For those who rely on the MPEP, there is also a new chart depicting what changes have been made with the 2019 PEG. New Form paragraphs, Frequently Asked Questions, and Sample Rejections are “COMING SOON” and will be available at the USPTO Subject matter eligibility microsite.
- Form paragraphs (posted January 8, 2019)NEW
- Frequently Asked Questions (posted January 8, 2019)NEW
- Sample Rejection (posted January 8, 2019)NEW
- Patent Quality webinar slides
Here are some other helpful links:
U.S. Patent and Trademark Office announces revised guidance for determining subject matter eligibility | CONTENT.GOVDELIVERY
“The United States Patent and Trademark Office (USPTO) today announced revised guidance for subject matter eligibility under 35 U.S.C. § 101… The documents take effect Monday, January 7, 2019.

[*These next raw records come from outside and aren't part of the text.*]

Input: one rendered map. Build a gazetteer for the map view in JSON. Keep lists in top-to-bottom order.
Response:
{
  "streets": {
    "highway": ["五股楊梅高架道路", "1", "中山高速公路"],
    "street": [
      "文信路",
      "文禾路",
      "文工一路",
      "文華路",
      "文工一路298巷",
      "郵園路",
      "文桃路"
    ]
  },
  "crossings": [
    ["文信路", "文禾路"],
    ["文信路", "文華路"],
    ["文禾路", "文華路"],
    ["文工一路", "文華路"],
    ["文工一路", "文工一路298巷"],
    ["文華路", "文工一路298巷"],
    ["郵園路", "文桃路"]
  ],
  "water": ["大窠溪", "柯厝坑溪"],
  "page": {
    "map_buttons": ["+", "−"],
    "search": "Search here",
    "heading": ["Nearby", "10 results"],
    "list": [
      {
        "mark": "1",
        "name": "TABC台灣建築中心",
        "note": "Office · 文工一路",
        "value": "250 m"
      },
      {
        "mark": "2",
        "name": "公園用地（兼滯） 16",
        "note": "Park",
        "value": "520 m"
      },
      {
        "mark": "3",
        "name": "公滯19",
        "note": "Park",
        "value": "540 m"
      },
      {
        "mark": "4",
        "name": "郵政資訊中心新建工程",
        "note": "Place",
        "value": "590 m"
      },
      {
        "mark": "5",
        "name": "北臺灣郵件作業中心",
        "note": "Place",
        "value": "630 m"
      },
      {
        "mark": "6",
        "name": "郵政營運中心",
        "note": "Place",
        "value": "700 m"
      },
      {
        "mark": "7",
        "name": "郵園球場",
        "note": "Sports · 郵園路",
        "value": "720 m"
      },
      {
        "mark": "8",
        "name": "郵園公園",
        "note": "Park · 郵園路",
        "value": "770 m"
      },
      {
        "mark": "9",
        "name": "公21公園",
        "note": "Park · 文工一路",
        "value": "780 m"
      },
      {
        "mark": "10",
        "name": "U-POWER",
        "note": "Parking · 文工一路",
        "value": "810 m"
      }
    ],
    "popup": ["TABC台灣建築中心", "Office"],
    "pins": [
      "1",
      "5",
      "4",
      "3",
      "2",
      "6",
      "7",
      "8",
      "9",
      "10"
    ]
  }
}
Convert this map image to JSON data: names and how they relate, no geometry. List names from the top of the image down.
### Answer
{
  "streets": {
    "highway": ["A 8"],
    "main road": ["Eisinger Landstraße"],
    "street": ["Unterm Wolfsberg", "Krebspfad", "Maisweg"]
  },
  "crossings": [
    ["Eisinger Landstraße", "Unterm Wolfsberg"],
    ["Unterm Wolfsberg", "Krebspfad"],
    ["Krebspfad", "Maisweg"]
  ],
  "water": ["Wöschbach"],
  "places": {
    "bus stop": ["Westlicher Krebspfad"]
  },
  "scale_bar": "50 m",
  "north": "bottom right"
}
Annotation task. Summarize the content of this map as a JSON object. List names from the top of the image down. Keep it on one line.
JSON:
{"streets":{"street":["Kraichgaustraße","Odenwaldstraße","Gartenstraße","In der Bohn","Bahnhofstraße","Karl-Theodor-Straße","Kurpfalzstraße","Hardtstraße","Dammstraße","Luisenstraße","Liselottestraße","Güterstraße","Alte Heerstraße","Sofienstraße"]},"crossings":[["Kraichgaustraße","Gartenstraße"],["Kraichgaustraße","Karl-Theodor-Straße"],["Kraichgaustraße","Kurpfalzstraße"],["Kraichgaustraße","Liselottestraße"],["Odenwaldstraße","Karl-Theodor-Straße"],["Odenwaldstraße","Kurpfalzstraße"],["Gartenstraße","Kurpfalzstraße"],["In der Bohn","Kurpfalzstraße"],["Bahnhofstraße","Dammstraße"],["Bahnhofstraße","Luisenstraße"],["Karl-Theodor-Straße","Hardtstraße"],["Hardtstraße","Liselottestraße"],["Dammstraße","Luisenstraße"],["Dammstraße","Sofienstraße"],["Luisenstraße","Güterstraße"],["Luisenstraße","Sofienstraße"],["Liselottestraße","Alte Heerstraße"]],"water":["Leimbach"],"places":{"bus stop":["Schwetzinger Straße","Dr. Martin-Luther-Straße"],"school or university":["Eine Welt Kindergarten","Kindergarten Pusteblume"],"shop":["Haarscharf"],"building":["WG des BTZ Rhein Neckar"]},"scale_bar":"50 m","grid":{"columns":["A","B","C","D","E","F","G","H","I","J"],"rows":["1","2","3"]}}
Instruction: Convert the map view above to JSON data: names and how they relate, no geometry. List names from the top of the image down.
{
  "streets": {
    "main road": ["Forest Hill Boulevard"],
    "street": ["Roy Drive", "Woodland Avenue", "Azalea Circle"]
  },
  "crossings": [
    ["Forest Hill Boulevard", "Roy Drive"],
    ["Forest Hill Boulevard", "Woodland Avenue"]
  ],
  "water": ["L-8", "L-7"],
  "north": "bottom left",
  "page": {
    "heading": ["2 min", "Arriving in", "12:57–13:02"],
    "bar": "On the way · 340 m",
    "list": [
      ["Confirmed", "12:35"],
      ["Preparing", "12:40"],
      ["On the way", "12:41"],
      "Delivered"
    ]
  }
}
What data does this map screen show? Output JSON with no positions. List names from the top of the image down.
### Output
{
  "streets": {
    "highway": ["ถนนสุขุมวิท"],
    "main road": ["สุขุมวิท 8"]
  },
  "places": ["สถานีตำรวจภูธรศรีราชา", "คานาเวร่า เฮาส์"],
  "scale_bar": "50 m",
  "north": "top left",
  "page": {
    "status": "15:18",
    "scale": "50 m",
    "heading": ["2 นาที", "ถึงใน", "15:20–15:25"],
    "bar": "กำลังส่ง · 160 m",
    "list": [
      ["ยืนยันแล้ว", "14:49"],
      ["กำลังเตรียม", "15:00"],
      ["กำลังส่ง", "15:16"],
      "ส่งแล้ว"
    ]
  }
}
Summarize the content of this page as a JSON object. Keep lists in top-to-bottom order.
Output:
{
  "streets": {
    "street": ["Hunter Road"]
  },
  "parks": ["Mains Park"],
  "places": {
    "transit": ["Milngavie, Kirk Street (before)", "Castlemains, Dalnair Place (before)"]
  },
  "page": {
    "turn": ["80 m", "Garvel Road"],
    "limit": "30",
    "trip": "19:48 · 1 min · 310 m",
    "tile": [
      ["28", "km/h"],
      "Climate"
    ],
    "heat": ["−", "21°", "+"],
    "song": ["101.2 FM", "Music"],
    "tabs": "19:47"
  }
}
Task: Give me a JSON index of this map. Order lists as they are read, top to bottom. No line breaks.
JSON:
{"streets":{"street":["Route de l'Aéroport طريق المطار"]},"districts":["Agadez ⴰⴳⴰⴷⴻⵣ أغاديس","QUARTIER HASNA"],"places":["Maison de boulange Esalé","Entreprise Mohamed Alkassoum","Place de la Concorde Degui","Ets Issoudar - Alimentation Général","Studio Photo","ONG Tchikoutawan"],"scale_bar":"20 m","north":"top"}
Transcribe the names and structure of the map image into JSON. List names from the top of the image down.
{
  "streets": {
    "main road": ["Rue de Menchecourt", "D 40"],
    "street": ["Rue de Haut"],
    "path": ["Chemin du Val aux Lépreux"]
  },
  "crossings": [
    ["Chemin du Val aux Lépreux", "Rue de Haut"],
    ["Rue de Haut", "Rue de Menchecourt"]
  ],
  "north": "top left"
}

‘These guidance documents aim to improve the clarity, consistency, and predictability of actions across the USPTO,’ said Under Secretary of Commerce for Intellectual Property and Director of the USPTO Andrei Iancu. ‘The USPTO will provide training to examiners and administrative patent judges on both documents to ensure that guidance is being properly administered.'”
USPTO Releases New Guidance on §101 and §112 Eligibility | MAIERANDMAIER
“For §101, the guidance provides two key changes: identifying specific categories of concepts defined as abstract and providing a two-step analysis for how to deal with such concepts when determining eligibility under §101.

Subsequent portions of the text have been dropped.